Because your $\Vec{r}_{2}$ is the standard (counterclockwise, unit-speed) parametrization of unit circle in the plane, $\Vec{r}_{1}$ parametrizes the image of the unit circle after reflection across the diagonal, namely the unit circle itself.
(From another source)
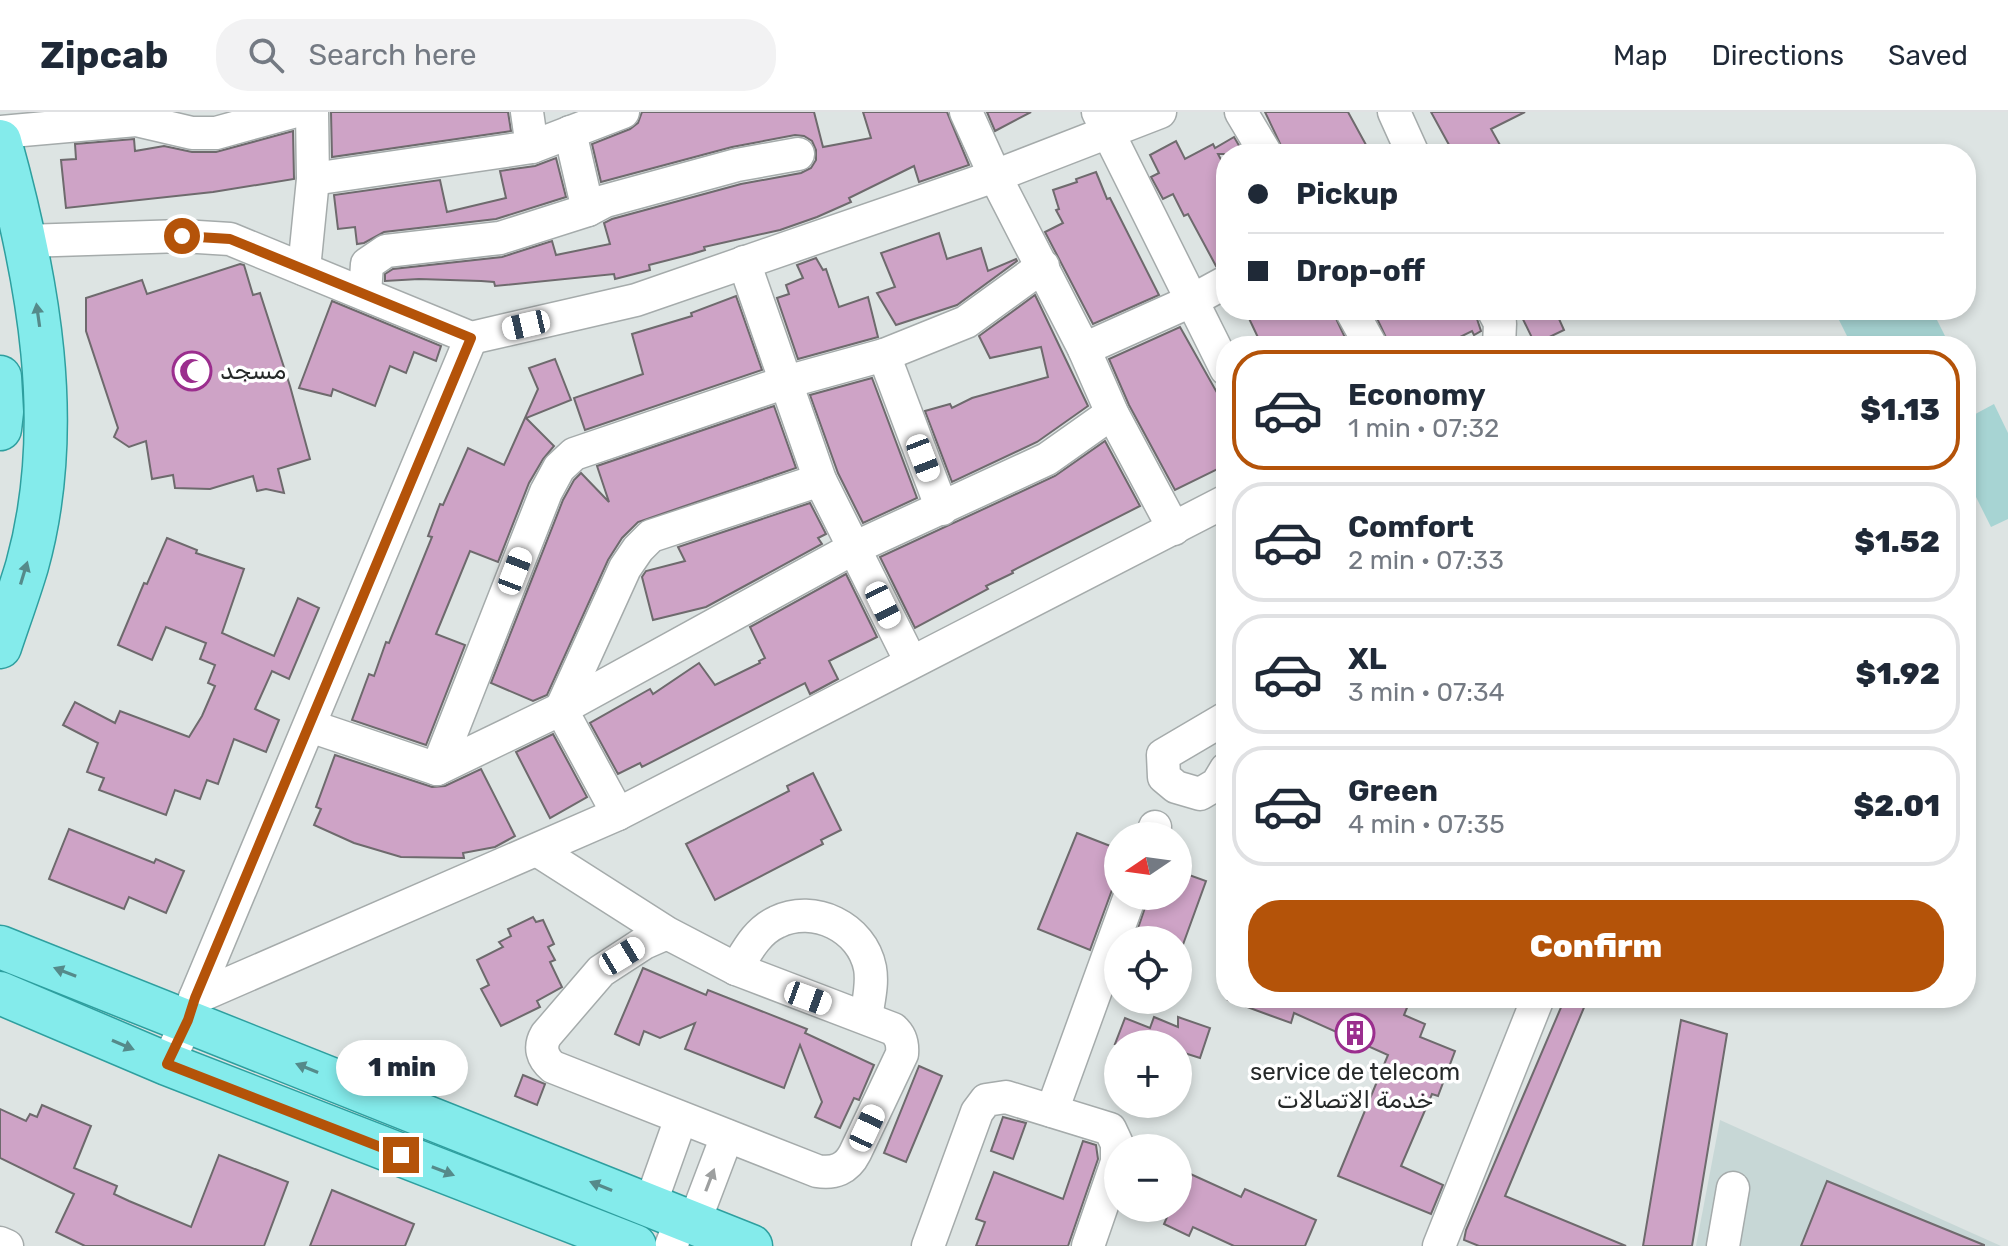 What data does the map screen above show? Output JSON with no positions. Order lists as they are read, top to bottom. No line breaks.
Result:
{"places":{"mosque":["مسجد"],"building":["service de telecom خدمة الاتصالات"]},"north":"left","page":{"header":"Zipcab","search":"Search here","nav":["Map","Directions","Saved"],"banner":["Pickup","Drop-off"],"list":[{"name":"Economy","note":"1 min · 07:32","value":"$1.13"},{"name":"Comfort","note":"2 min · 07:33","value":"$1.52"},{"name":"XL","note":"3 min · 07:34","value":"$1.92"},{"name":"Green","note":"4 min · 07:35","value":"$2.01"}],"map_buttons":["+","−"],"buttons":"Confirm","bubble":"1 min"}} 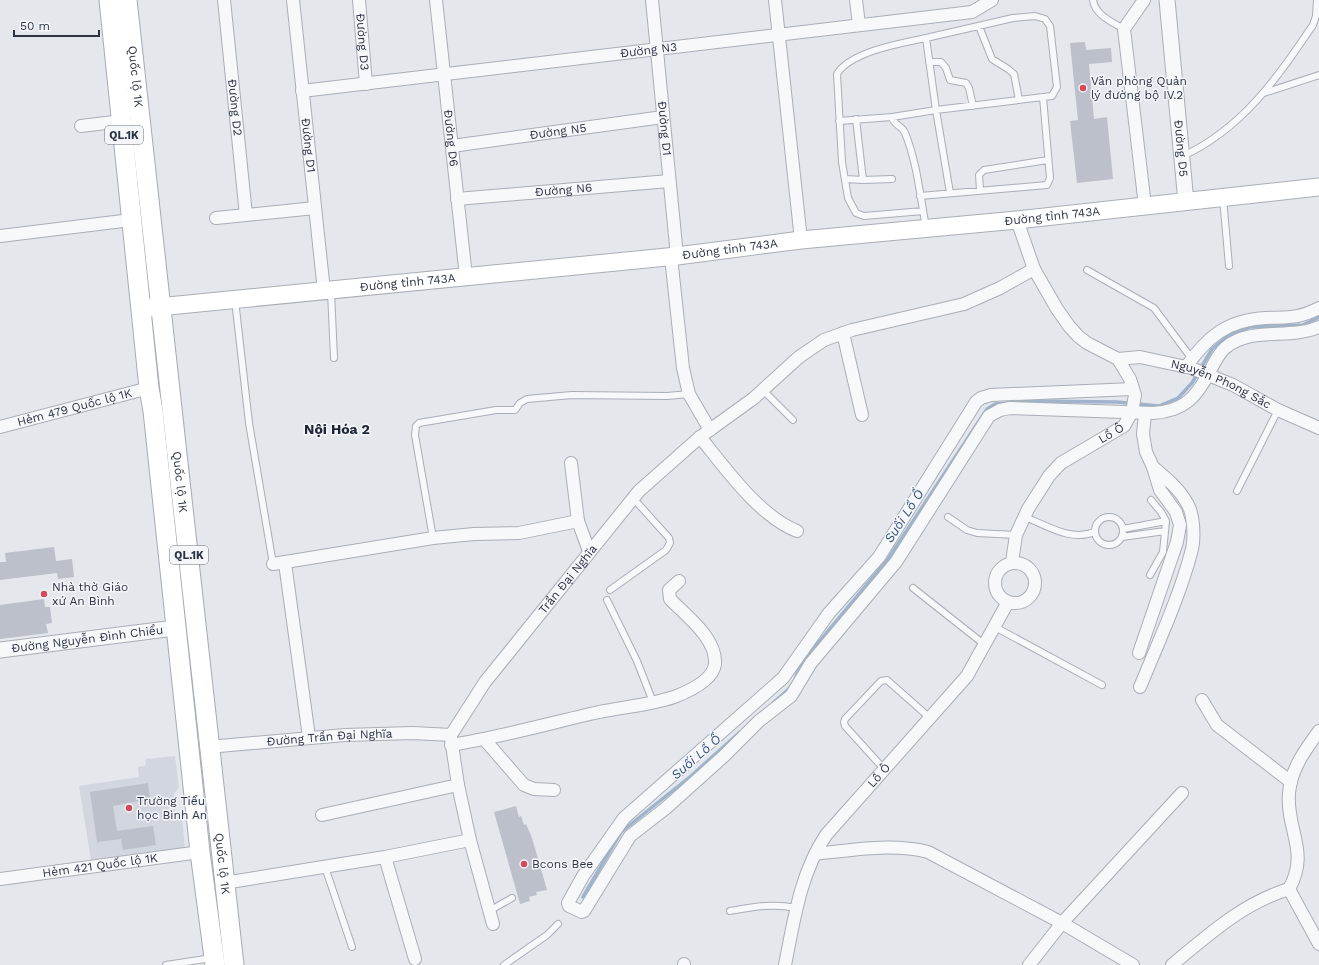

It's geometrically clear the direction of travel changes.


Incidentally, an arbitrary path can be reparametrized "in the opposite direction" by making time run backward. i.e., replacing $t$ by $-t$ (or more generally by $c - t$ for some constant $c$).

For example, the path $$ \Vec{r}_{3}(t) = \Vec{r}_{2}(-t) = \cos(-t)\, \Vec{i} + \sin(-t)\, \Vec{j} = \cos t\, \Vec{i} - \sin t\, \Vec{j} $$ is a clockwise, unit-speed parametrization of the unit circle.

The same is true of $\Vec{r}_{2}(\frac{\pi}{2} - t)$, which you can easily check is $\Vec{r}_{1}(t)$.

Generally, if you have a path $\Vec{r}$ with domain $[a, b]$, the customary idiom for reversing the direction is $$ \Vec{r}^{-}(t) = \Vec{r}(a + b - t),\quad a \leq t \leq b. $$ (Can you see why? :)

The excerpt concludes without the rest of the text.